Jade ouvrit la porte sans se poser de questions. La voix qui la harcelait lui cassait les pieds et, si Nao lui était visible, elle espérait enfin pouvoir mettre un visage sur ces phrases lancées à la volée.

Elle hésita une seconde lorsqu'elle perçut la voix de Jacob. Il semblait agacé, tout en se retenant d'élever le ton.

—J'ai compris, Matthew. J'ai vraiment compris.

Il serrait les points, en faisant face à son frère décédé. Le sourire de ce dernier l'alarma et il se retourna vers Jade, qui avait avancé.

—Jacob ? interrogea-t-elle.

Il la détestait, mais Jade pensait enfin comprendre pourquoi. Ce qu'il exécrait n'était pas tout à fait sa personne, mais l'intérêt du Prédateur à son égard. C'était logique : Jacob était un Mavois. S'approcher de Jade le rapprochait inexorablement de son ennemi.

—Qu'est-ce que tu fiches là ? lui retourna-t-il.

—Je l'ai guidée jusqu'ici, répondit Matthew.

Jacob se retint de se retourner vers lui pour le fusiller du regard. Il ne s'attendait pas à la question de Jade.

—Pourquoi ?

—Tu...

Jacob s'horrifia de la situation. Matthew ne lui avait pas fait cela, n'est-ce pas ? Il ne venait pas de lui montrer sa nature ?

—Je les vois aussi, les fantômes.

Il était parfaitement inutile de nier : Jade avait bien saisi que tous deux se parlaient et se connaissaient. Peut-être que lui apporter la preuve qu'elle était de son côté l'aiderait à l'accepter parmi eux ?

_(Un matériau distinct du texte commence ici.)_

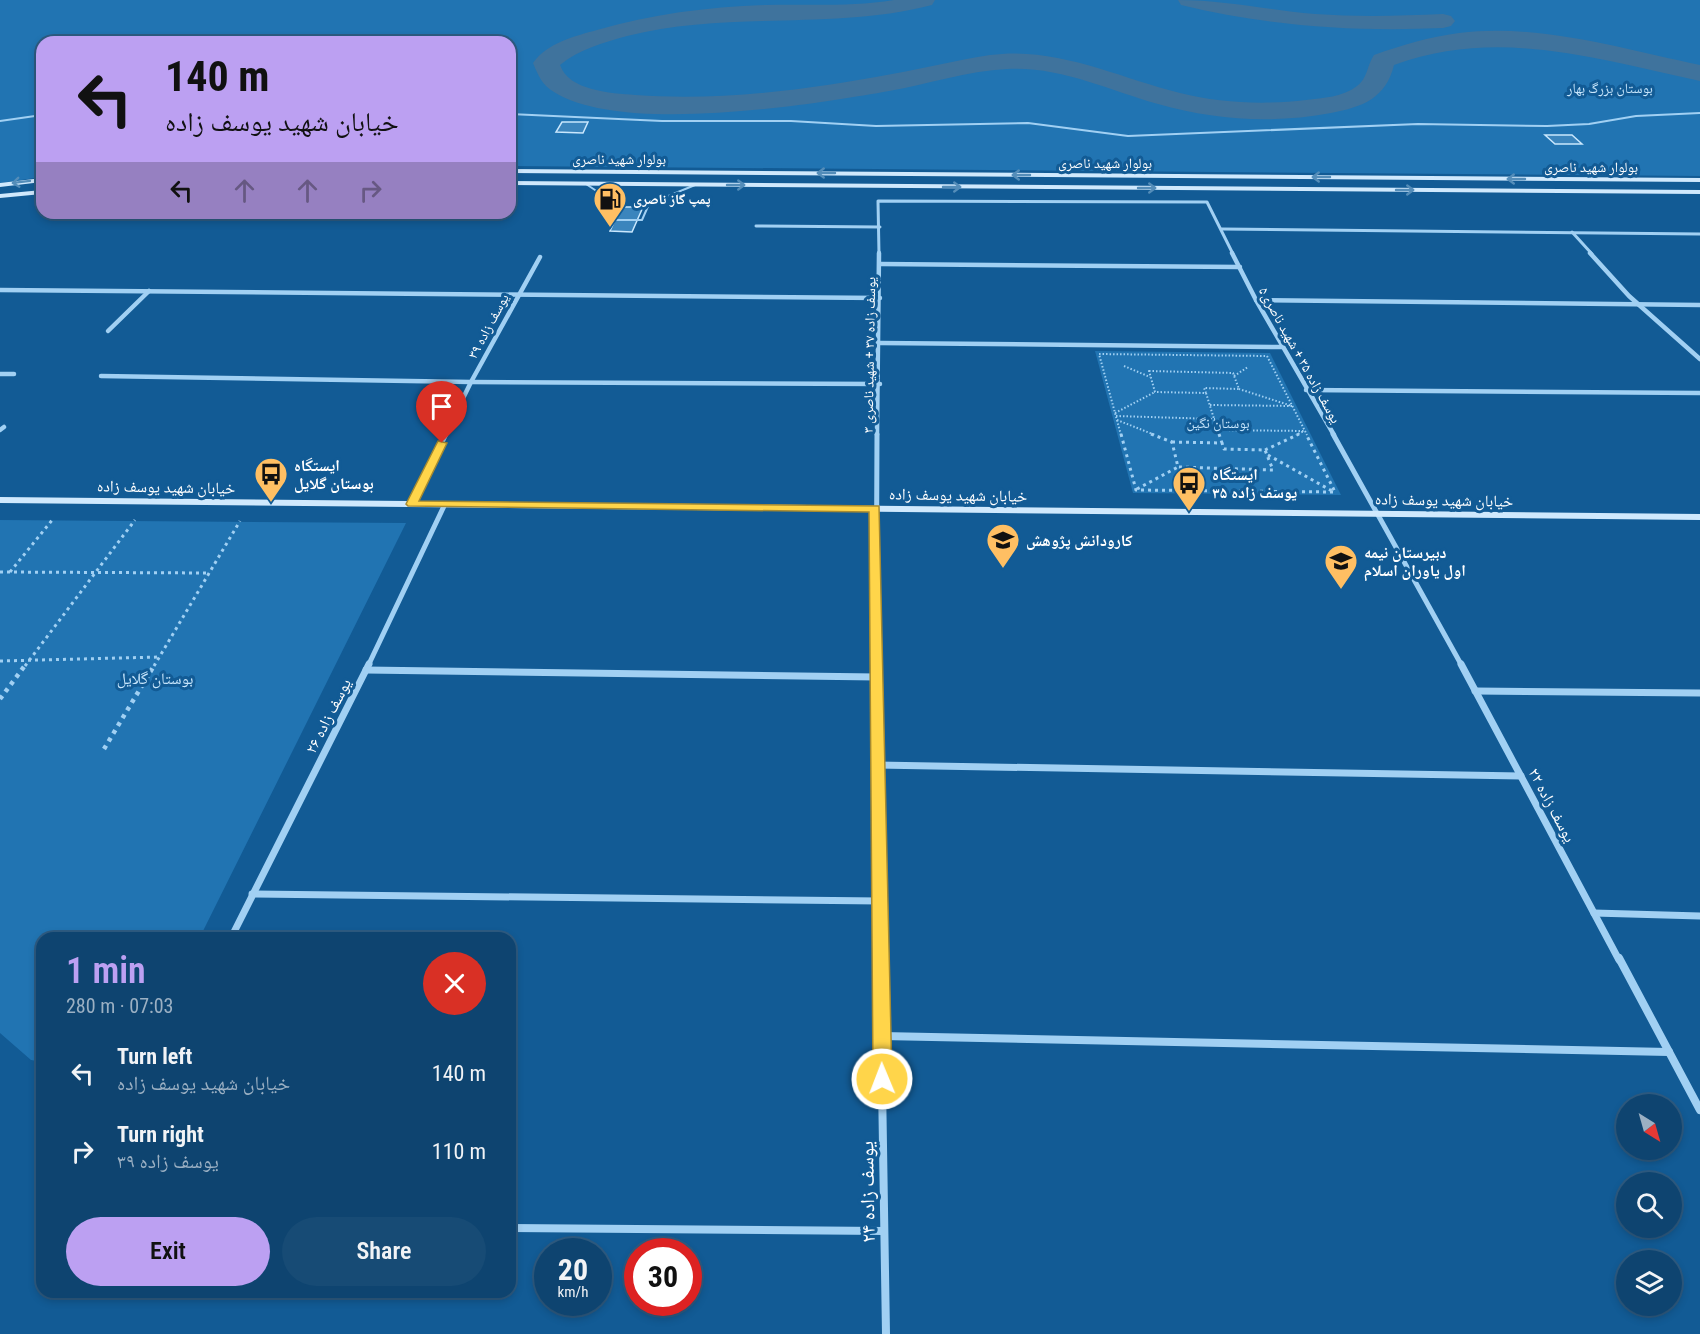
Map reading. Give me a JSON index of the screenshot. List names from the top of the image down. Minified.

—Et là, celui qui est derrière toi me donne des ordres depuis plusieurs jours.

Jacob se demanda s'il pouvait paraitre plus horrifié encore. Son frère agissait sur le monde des vivants. Si sa mise en garde semblait en accord avec sa non-existence, le Mavois douta que manipuler Jade le soit. Matthew n'essayait que de renforcer son mauvais pressentiment. Quel prix paiera-t-il pour cela ?

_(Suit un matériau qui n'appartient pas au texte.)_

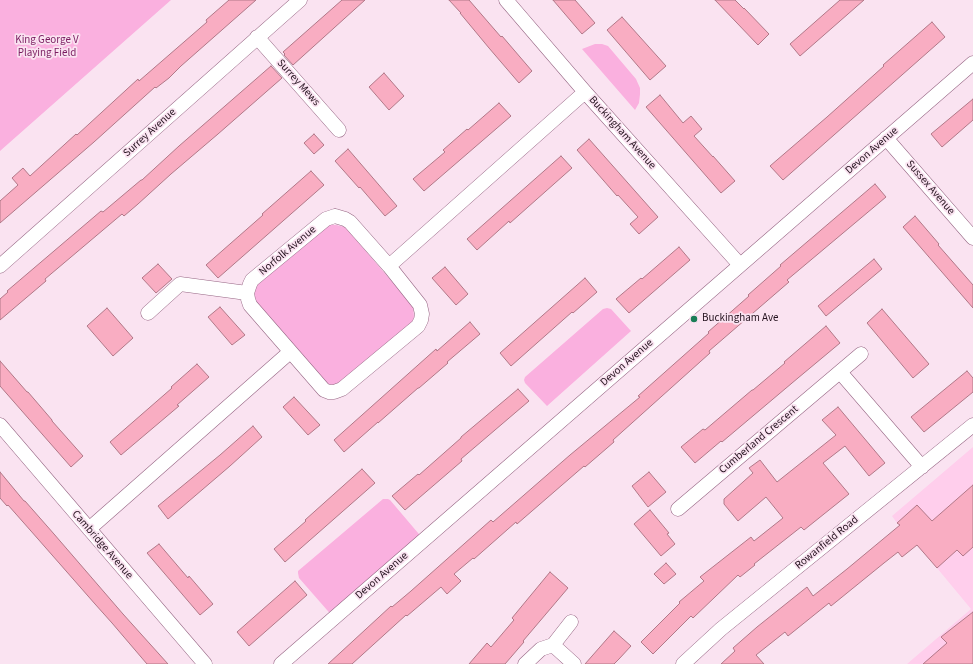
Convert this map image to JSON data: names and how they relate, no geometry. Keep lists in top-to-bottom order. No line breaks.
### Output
{"streets":{"street":["Surrey Mews","Surrey Avenue","Buckingham Avenue","Devon Avenue","Sussex Avenue","Norfolk Avenue","Cumberland Crescent","Rowanfield Road","Cambridge Avenue"]},"crossings":[["Surrey Mews","Surrey Avenue"],["Buckingham Avenue","Devon Avenue"],["Devon Avenue","Sussex Avenue"]],"parks":["King George V Playing Field"],"places":["Buckingham Ave"]}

—Matthew, de ce que j'ai saisi.

—Son frère, précisa le fantôme.

—A quoi tu joues ? explosa le cadet. Tu m'as mis en garde durant des semaines ! Tu m'as fait juré de ne pas m'en approcher, alors putain, à quoi ça rime ça !

S'il était encore en vie, Matthew aurait eu le droit à quelques coups. Jacob était furieux. Seul lui pouvait comprendre son plan, et seul lui le connaitrait.

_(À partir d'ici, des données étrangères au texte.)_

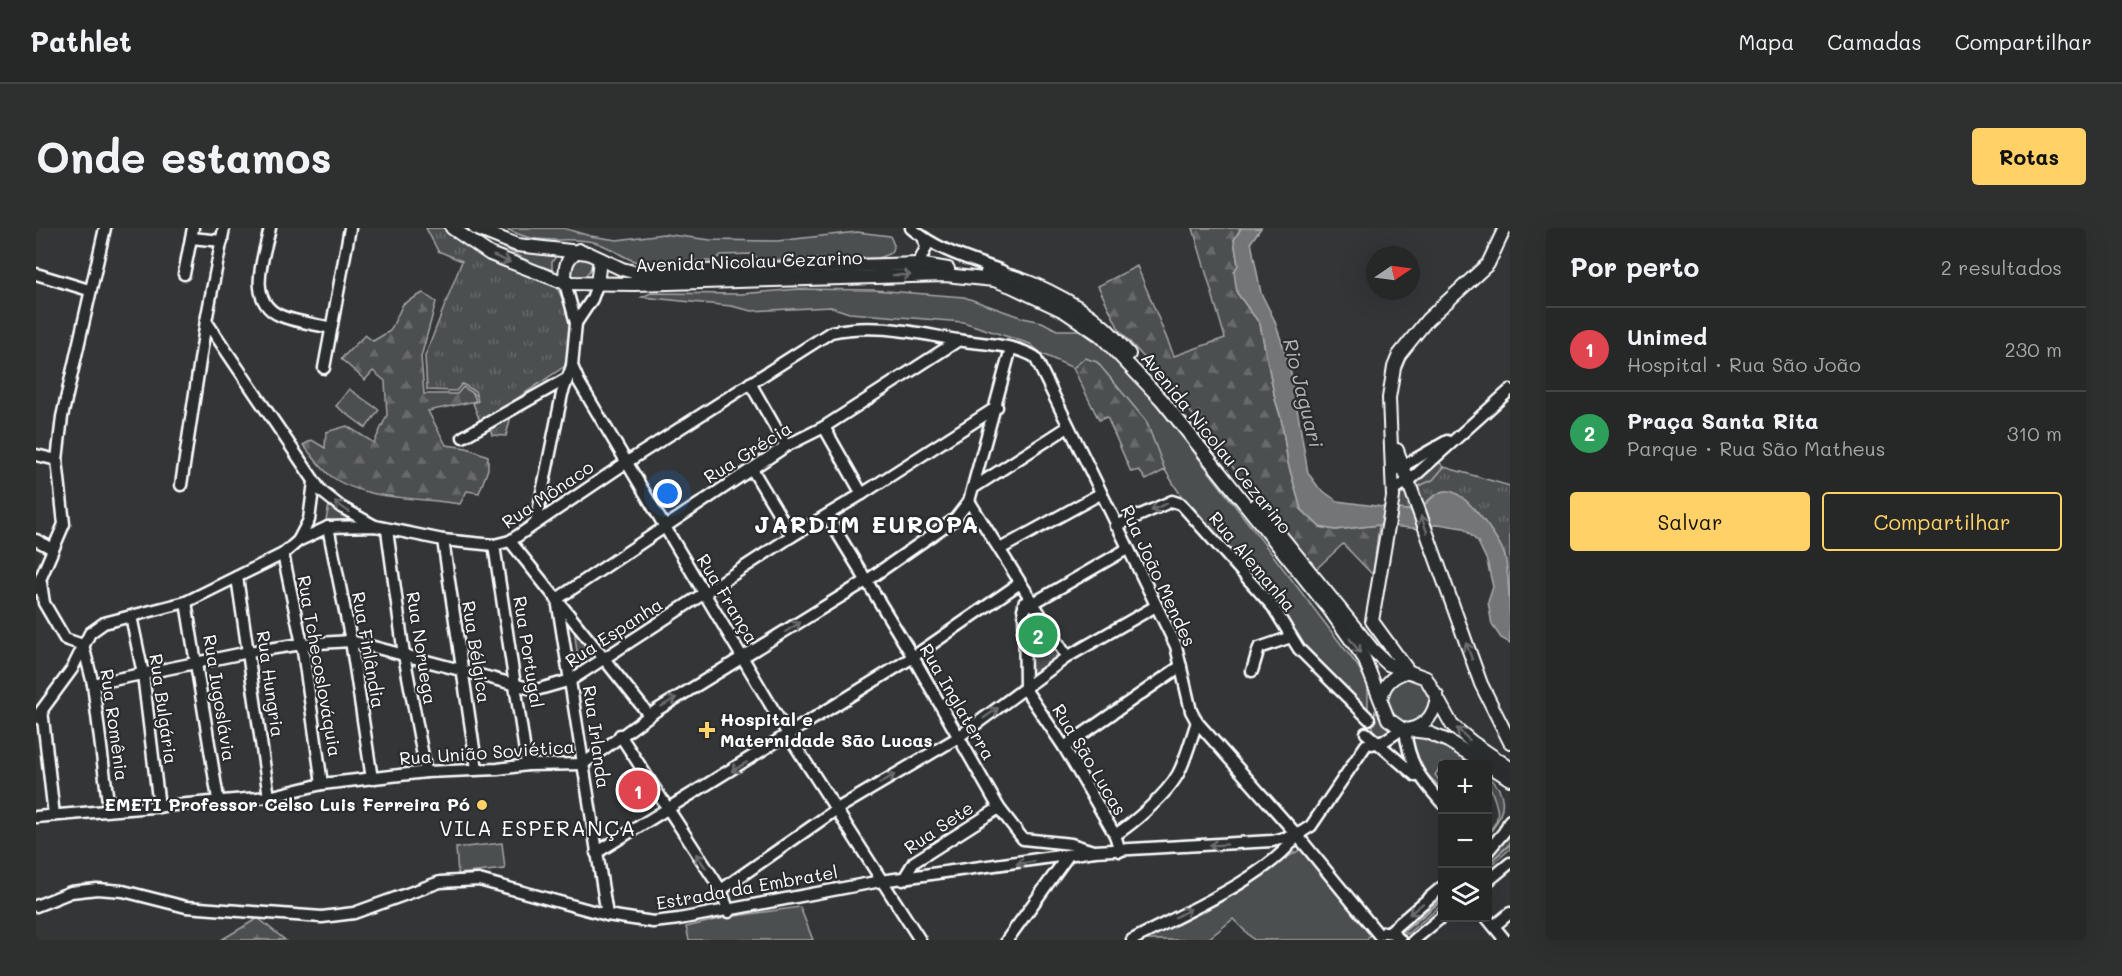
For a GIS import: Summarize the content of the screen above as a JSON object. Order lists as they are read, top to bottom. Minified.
{"streets":{"main road":["Avenida Nicolau Cezarino"],"street":["Rua Grécia","Rua Mônaco","Rua Alemanha","Rua João Mendes","Rua França","Rua Espanha","Rua Noruega","Rua Finlândia","Rua Bélgica","Rua Portugal","Rua Tchecoslováquia","Rua Hungria","Rua Iugoslávia","Rua Inglaterra","Rua Bulgária","Rua Romênia","Rua Irlanda","Rua União Soviética","Rua São Lucas","Rua Sete","Estrada da Embratel"]},"crossings":[["Rua Grécia","Rua Mônaco"],["Rua Grécia","Rua França"],["Rua Grécia","Rua Irlanda"],["Rua Mônaco","Rua João Mendes"],["Rua Mônaco","Rua França"],["Rua Mônaco","Rua Noruega"],["Rua Mônaco","Rua Finlândia"],["Rua Mônaco","Rua Bélgica"],["Rua Mônaco","Rua Portugal"],["Rua Mônaco","Rua Tchecoslováquia"],["Rua Mônaco","Rua Hungria"],["Rua Mônaco","Rua Iugoslávia"],["Rua Mônaco","Rua Bulgária"],["Rua Mônaco","Rua Romênia"],["Rua Alemanha","Rua João Mendes"],["Rua João Mendes","Estrada da Embratel"],["Rua França","Rua Espanha"],["Rua França","Rua União Soviética"],["Rua França","Estrada da Embratel"],["Rua Espanha","Rua Noruega"],["Rua Espanha","Rua Finlândia"],["Rua Espanha","Rua Bélgica"],["Rua Espanha","Rua Portugal"],["Rua Espanha","Rua Tchecoslováquia"],["Rua Espanha","Rua Hungria"],["Rua Espanha","Rua Iugoslávia"],["Rua Espanha","Rua Inglaterra"],["Rua Espanha","Rua Bulgária"],["Rua Espanha","Rua Romênia"],["Rua Espanha","Rua Irlanda"],["Rua Noruega","Rua União Soviética"],["Rua Finlândia","Rua União Soviética"],["Rua Bélgica","Rua União Soviética"],["Rua Portugal","Rua União Soviética"],["Rua Tchecoslováquia","Rua União Soviética"],["Rua Hungria","Rua União Soviética"],["Rua Iugoslávia","Rua União Soviética"],["Rua Inglaterra","Rua União Soviética"],["Rua Inglaterra","Rua Sete"],["Rua Inglaterra","Estrada da Embratel"],["Rua Bulgária","Rua União Soviética"],["Rua Romênia","Rua União Soviética"],["Rua Irlanda","Rua União Soviética"],["Rua Irlanda","Estrada da Embratel"],["Rua São Lucas","Estrada da Embratel"],["Rua Sete","Estrada da Embratel"]],"one_way":["Rua Alemanha"],"districts":["JARDIM EUROPA","VILA ESPERANÇA"],"water":["Rio Jaguari"],"places":{"health":["Hospital e Maternidade São Lucas"],"other":["EMETI Professor Celso Luis Ferreira Pó"]},"north":"right","page":{"header":"Pathlet","nav":["Mapa","Camadas","Compartilhar"],"buttons":["Rotas",["Salvar","Compartilhar"]],"title":"Onde estamos","heading":["Por perto","2 resultados"],"list":[{"mark":"1","name":"Unimed","note":"Hospital · Rua São João","value":"230 m"},{"mark":"2","name":"Praça Santa Rita","note":"Parque · Rua São Matheus","value":"310 m"}],"pins":["2","1"],"map_buttons":["+","−"]}}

—Approche-la, souffla le frère. Discute quelques instants avec elle. Et comprends pourquoi tu dois t'éloigner d'elle.

Alors, Jade s'avança d'elle-même. Elle n'avait pas plus de réponses, mais si le frère souhaitait protéger Jacob, il devait y avoir quelque chose qui lui échappait. Sa propre sœur viendrait-elle la voir ? Avait-elle choisi de rester sur Terre sous cette forme ? Egoïstement, Jade le souhaita de toutes ses forces.

Jacob eut le souffle court et la chair de poule. C'était amplement suffisant.

—Tu...

—Ne dis rien ! le coupa l'ainé.

—Je suppose que notre relation ne s'améliorera pas, soupira Jade.

—Je ne compte pas rester dans les parages, lorsque le Prédateur t'arrêtera.

Il n'en aura pas l'occasion. se dit Jade. Elle s'enfuirait avant.

—Je ne compte emmener personne avec moi, sourit-elle tristement.

Oh, ça elle n'en savait rien ! Matthew secoua la tête. Elle n'emmènerait personne si elle ne s'approchait de personne. Or, il semblait qu'il était déjà trop tard. Néanmoins, Matthew accepta l'idée de l'aider, un peu. Elle n'avait pas tenté de convaincre Jacob de se rallier à elle, c'était beaucoup à ses yeux.